A Complete Web Services Architecture
A recent Gartner Group "Perspective" on Web services implementations states:
"The Web services vision will be less than optimal if it is not introduced as a complete vision for dealing with aspects such as services registry, messaging, trading-partner specifications and industry standards." Source: "Web Services: Software as Service Comes Alive," Daryl Plummer, October 2001. Used by Permission.
In other words, far more is involved in building a Web services architecture than the "basic" architecture described in the previous section. A number of companiesincluding BEA, Hewlett-Packard, IBM, Microsoft, Sun, and othershave combined various development tools, application accelerators, specialized applications, and integration services to offer a more complete Web services architecture than described above. These environments contain additional architectural elements that are useful in building very robust, user-friendly Web services environments for small, medium, and large enterprises.
The example presented here is based on IBM's WebSphere product set (Figure 13). It is a particularly robust Internet application server environment, though not the only such solution available on the market today. Microsoft, BEA, HP, Oracle, Sun, and others have competitive products (though potentially not as broad as IBM's offering from a cross-platform integration perspective). All of these vendors and more will be covered in greater depth later in this book.
Figure 1-3 IBM's WebSphere Architecture. Source: Derived from www-4.ibm.com/cgibin/software/track3.cgi?file=/software/info/websphere/products/index.html&S_TACT=100AWW10&S_CMP=campaign. Used by Permission.

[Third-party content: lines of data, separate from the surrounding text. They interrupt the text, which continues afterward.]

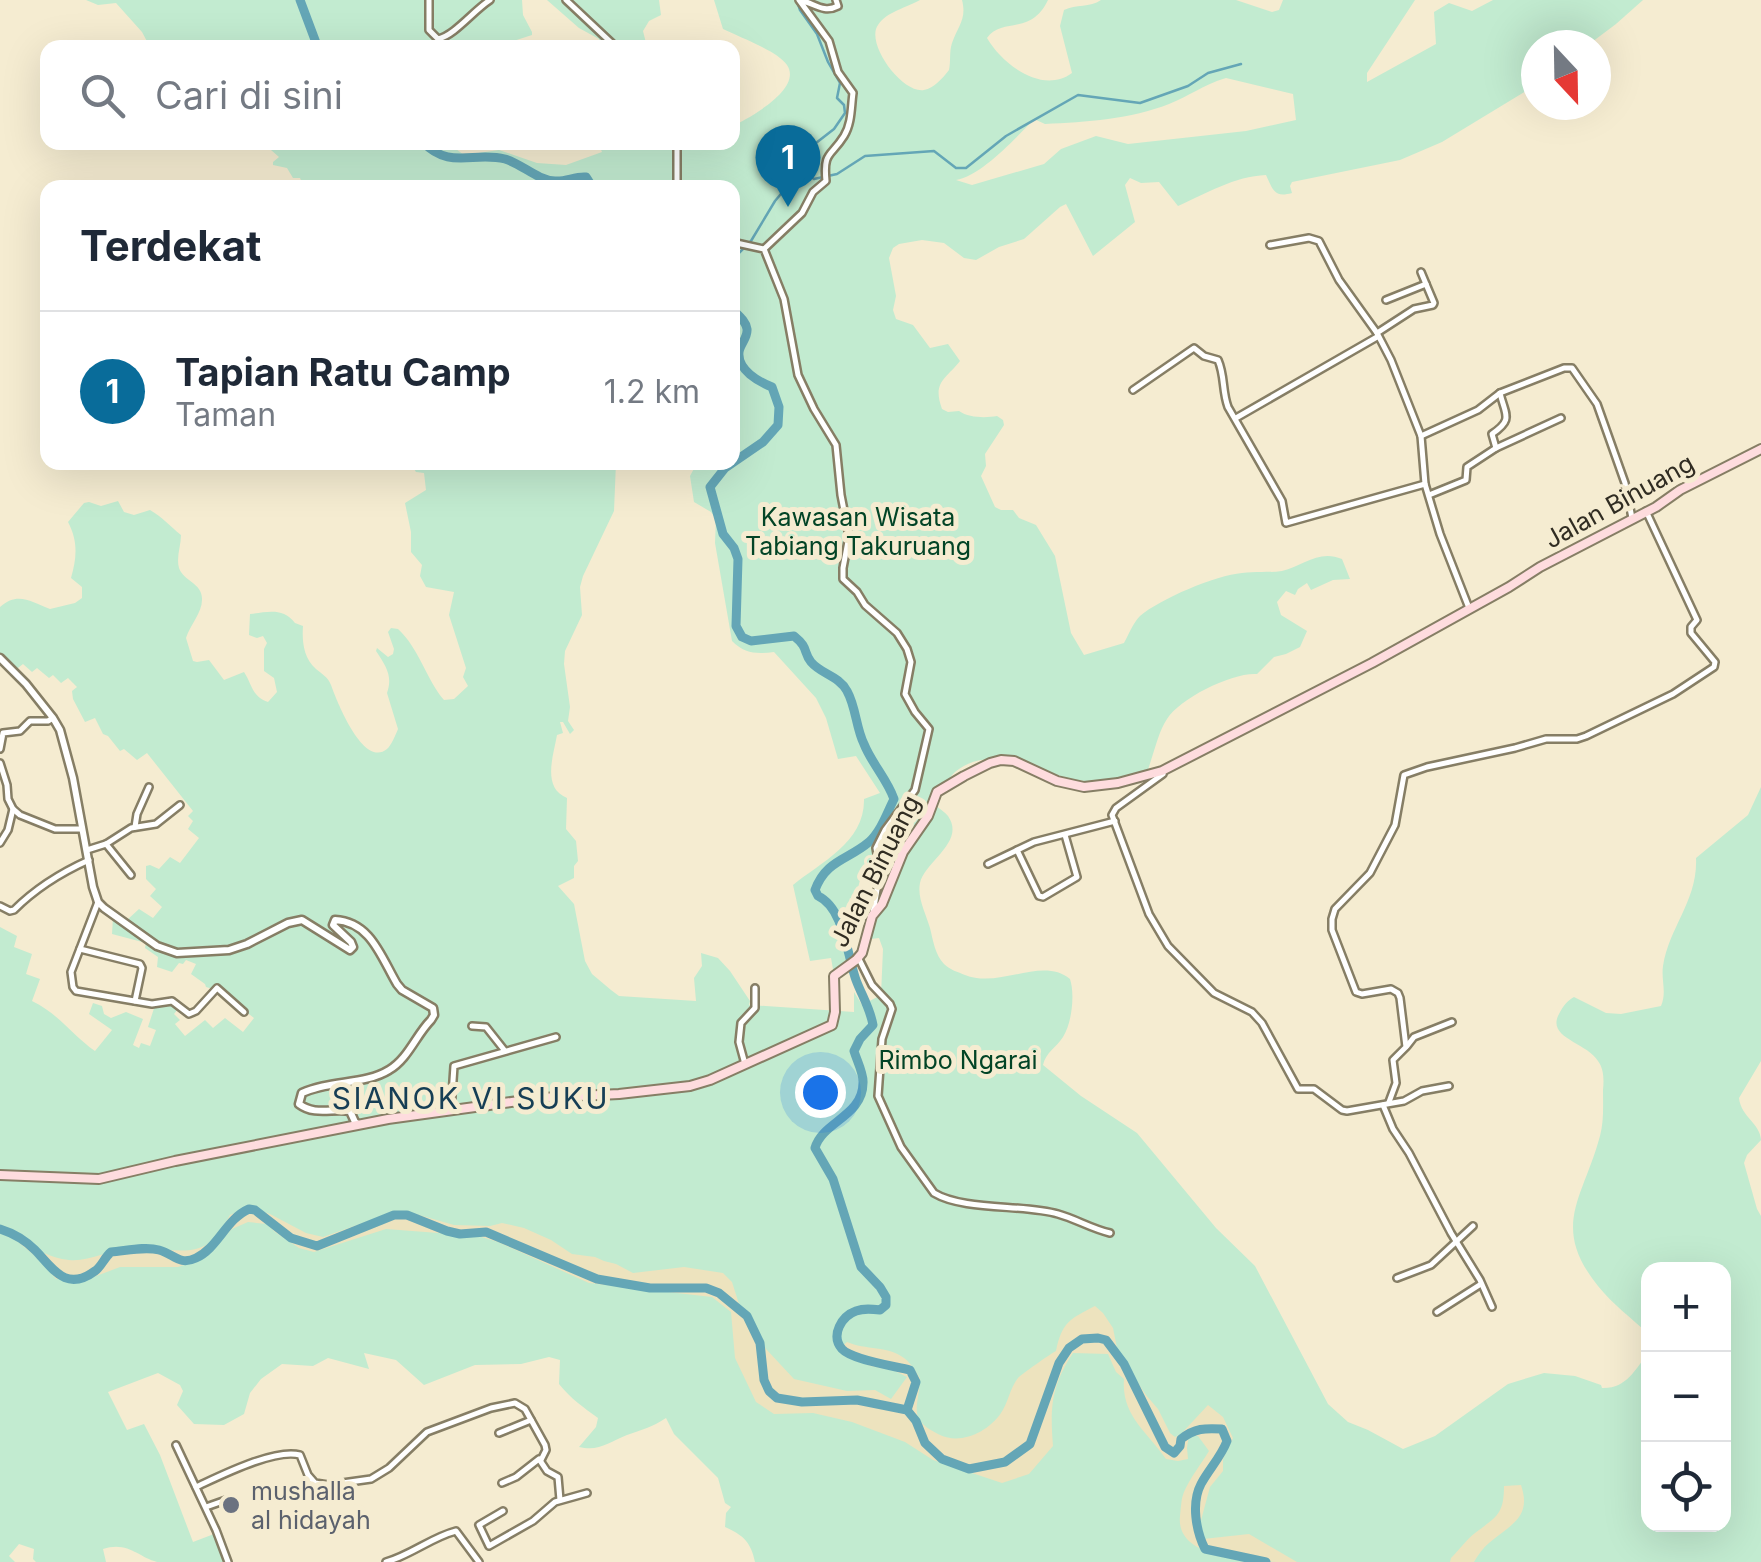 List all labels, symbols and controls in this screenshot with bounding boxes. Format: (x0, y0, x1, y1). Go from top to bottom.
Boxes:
north arrow (1521, 30, 1611, 120)
search box (40, 40, 740, 150)
icon: search (75, 68, 130, 123)
text: Cari di sini (155, 72, 343, 118)
pin: 1 (756, 124, 820, 207)
text: Terdekat (80, 220, 261, 271)
text: Tapian Ratu Camp (175, 349, 511, 395)
text: 1 (106, 372, 119, 411)
text: 1.2 km (604, 372, 700, 411)
text: Taman (175, 395, 276, 434)
street label: Jalan Binuang (1539, 448, 1699, 554)
park label: Kawasan Wisata Tabiang Takuruang (745, 502, 971, 561)
street label: Jalan Binuang (824, 790, 926, 952)
park label: Rimbo Ngarai (878, 1045, 1038, 1075)
your location (795, 1067, 846, 1118)
district label: SIANOK VI SUKU (332, 1080, 610, 1116)
map controls (1641, 1262, 1731, 1532)
button: + (1641, 1262, 1731, 1352)
button: − (1641, 1352, 1731, 1442)
button: locate (1641, 1442, 1731, 1532)
place label: mushalla al hidayah (251, 1476, 371, 1535)
marker: mushalla al hidayah (220, 1494, 242, 1516)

Sidebar 1-1 An Example: IBM's WebSphere Platform
Although Microsoft, BEA, and others offer somewhat similar products and services, IBM's WebSphere platform is a good starting point for evaluating the broad range of products and tools that can be used to build a robust Web services environment, because it contains all of the basic products and tools for creating a "basic Web services environment" (as described in the preceding section) plus many extensions needed to better integrate systems and applications with Web services applications on disparate platforms; or to present data to a wide range of different device types; or to deploy applications across multiple systems environments; or to secure and manage Web services application environments.

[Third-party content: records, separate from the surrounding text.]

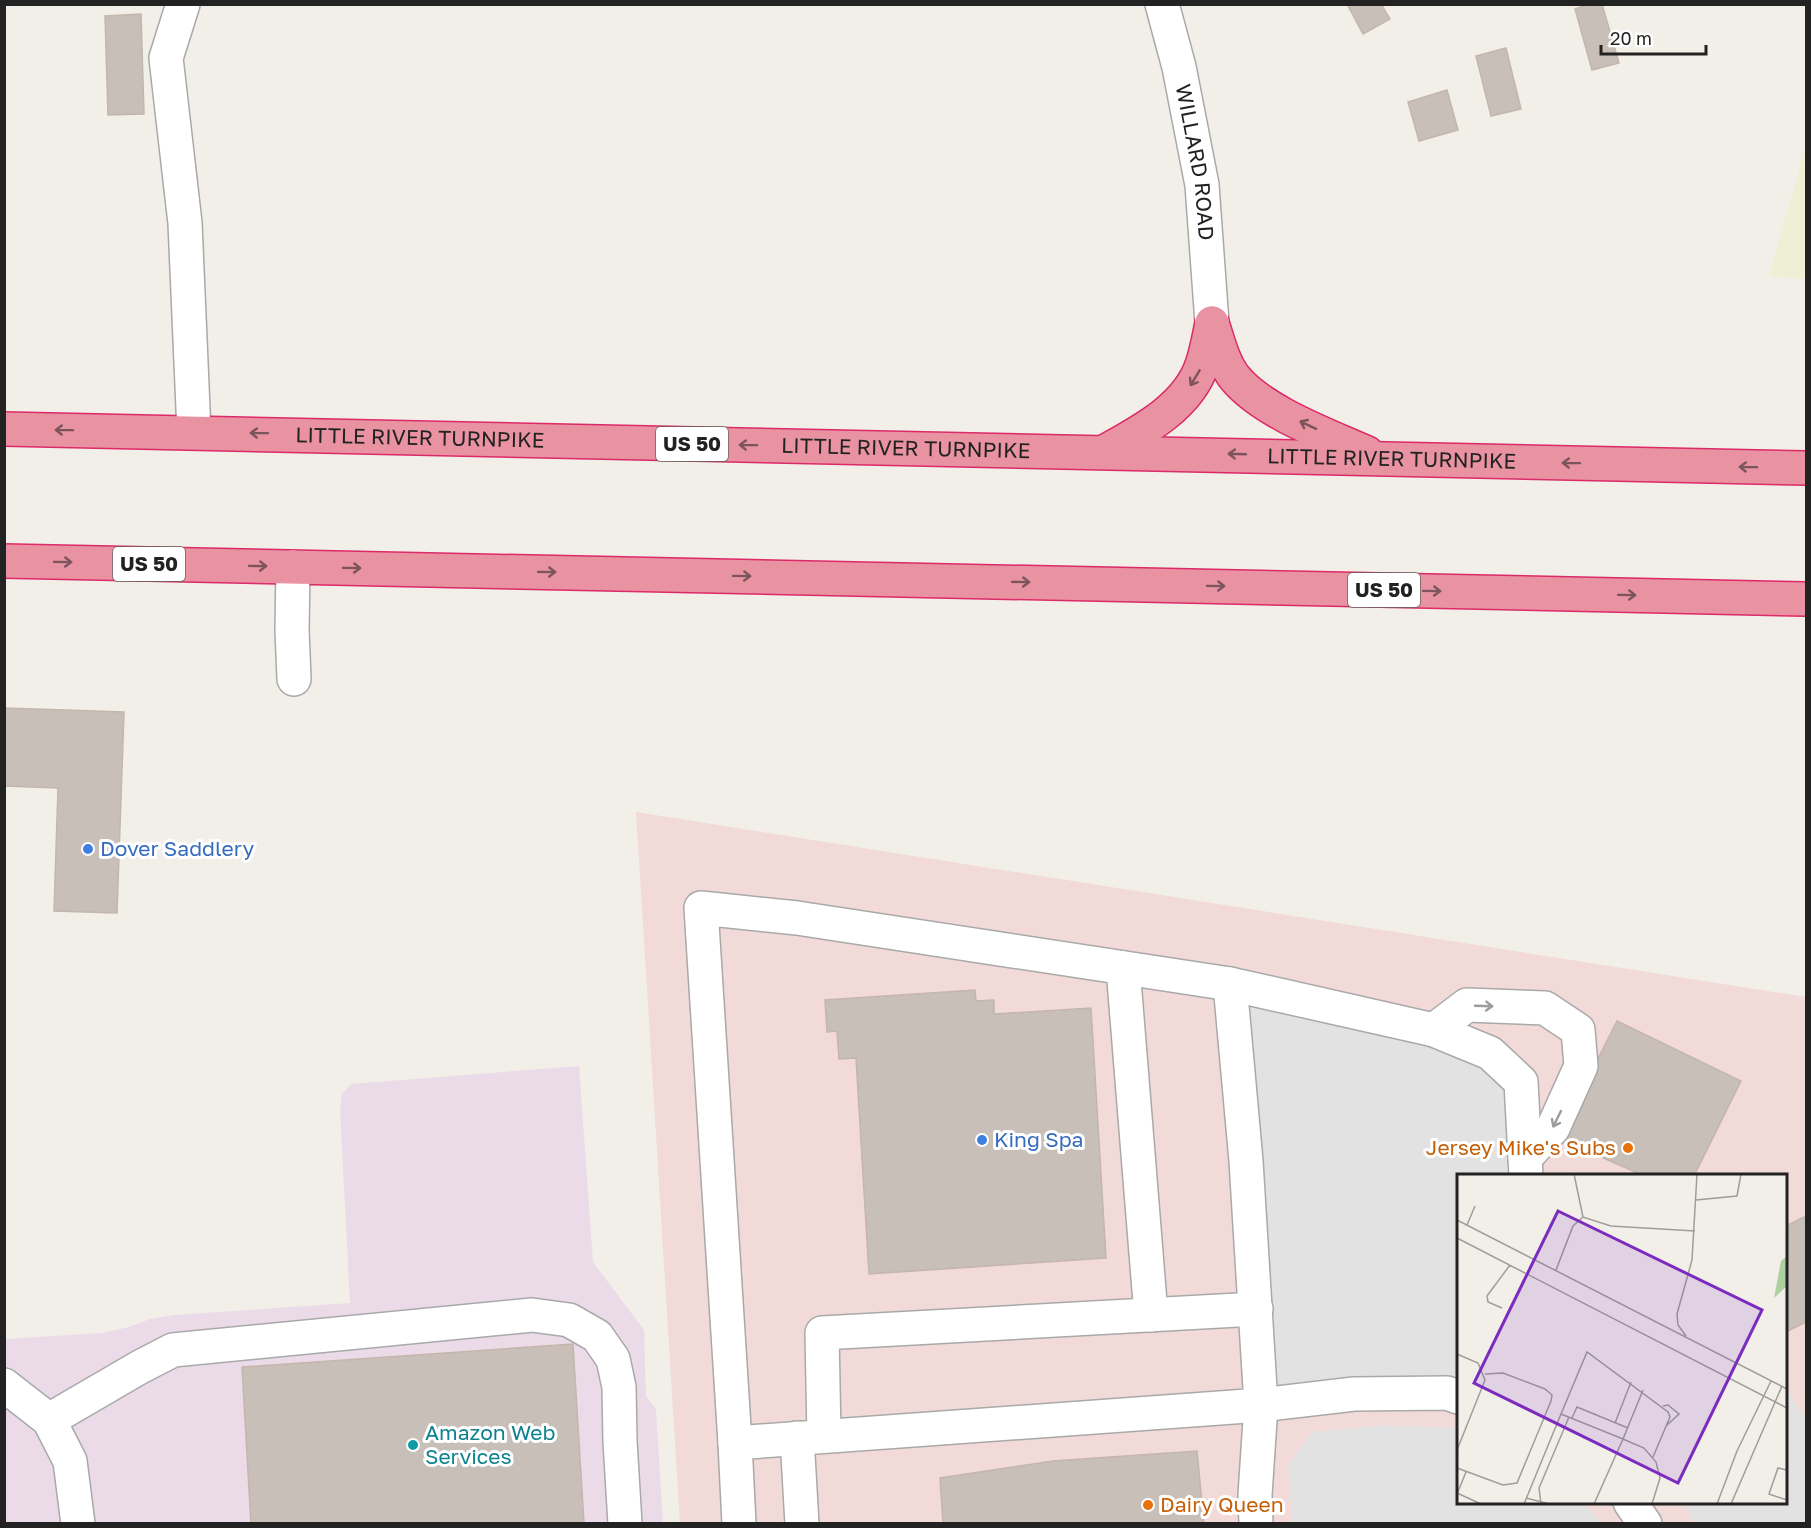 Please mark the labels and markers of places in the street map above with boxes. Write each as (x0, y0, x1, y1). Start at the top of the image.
place label: Dover Saddlery (100, 835, 254, 861)
marker: Dover Saddlery (81, 842, 95, 856)
place label: King Spa (994, 1126, 1083, 1152)
marker: King Spa (975, 1133, 989, 1147)
place label: Jersey Mike's Subs (1426, 1134, 1616, 1160)
marker: Jersey Mike's Subs (1621, 1141, 1635, 1155)
place label: Amazon Web Services (425, 1419, 555, 1469)
marker: Amazon Web Services (406, 1438, 420, 1452)
place label: Dairy Queen (1160, 1491, 1284, 1517)
marker: Dairy Queen (1141, 1498, 1155, 1512)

IBM's Web services protocols and directory services are hosted in various products and development tools within the company's WebSphere product set. The company separates its WebSphere offerings into three classes:
Application accelerators (programs and tools that help customers develop applications more quickly);
Development, Presentation, Deployment, and Integration extensions (IBM calls these offerings WebSphere "Foundation extensions"); and,
Web Application Serving and Integration services (IBM calls these offerings the WebSphere "Foundation").
These three classes contain software that helps developers to build Web services applications and also to build personalized user experiences and customized portals. They also include software that helps manage and secure entire WebSphere environments. Figure 13 lists a number of IBM's WebSphere-related software offerings.
The preceding section described how a basic Web services architecture can be built by settling on a common presentation format, using common program-to-program protocols over a common network (the Internet). Figure 13 illustrates how IBM extends its Web services architecture by including a wealth of systems software, development tools, Web tools (for personalization and presentation), integration tools, and utilities, as well as application development environments and applications (such as Lotus Domino) that can be tuned or modified to work in a Web services mode.
Other elements also help to create a "complete" Web services environment, including:
Systems management and security.
The user experience (including personalization, portal graphics).
Support for multiple device types (PDAs, smart phones, other mobile devices, desktops, workstations) using various interfaces (such as data-to-voice) for information presentation/relay.
Business process management/workflow (Web services can be implemented without paying attention to workflow and business process management software, but, to support hundreds or thousands of Web services sessions, Web services implementers should consider using business process management programs and tools in order to maximize the effectiveness and efficiency of Web-based applications).
Integration (not only between disparate systems but also between application environments).
The IBM WebSphere example used in this section (similar in architectural structure to products of Microsoft and other companies) illustrates that implementing a complete Web services environment involves a lot more than just servicing requests for application services from requestor applications!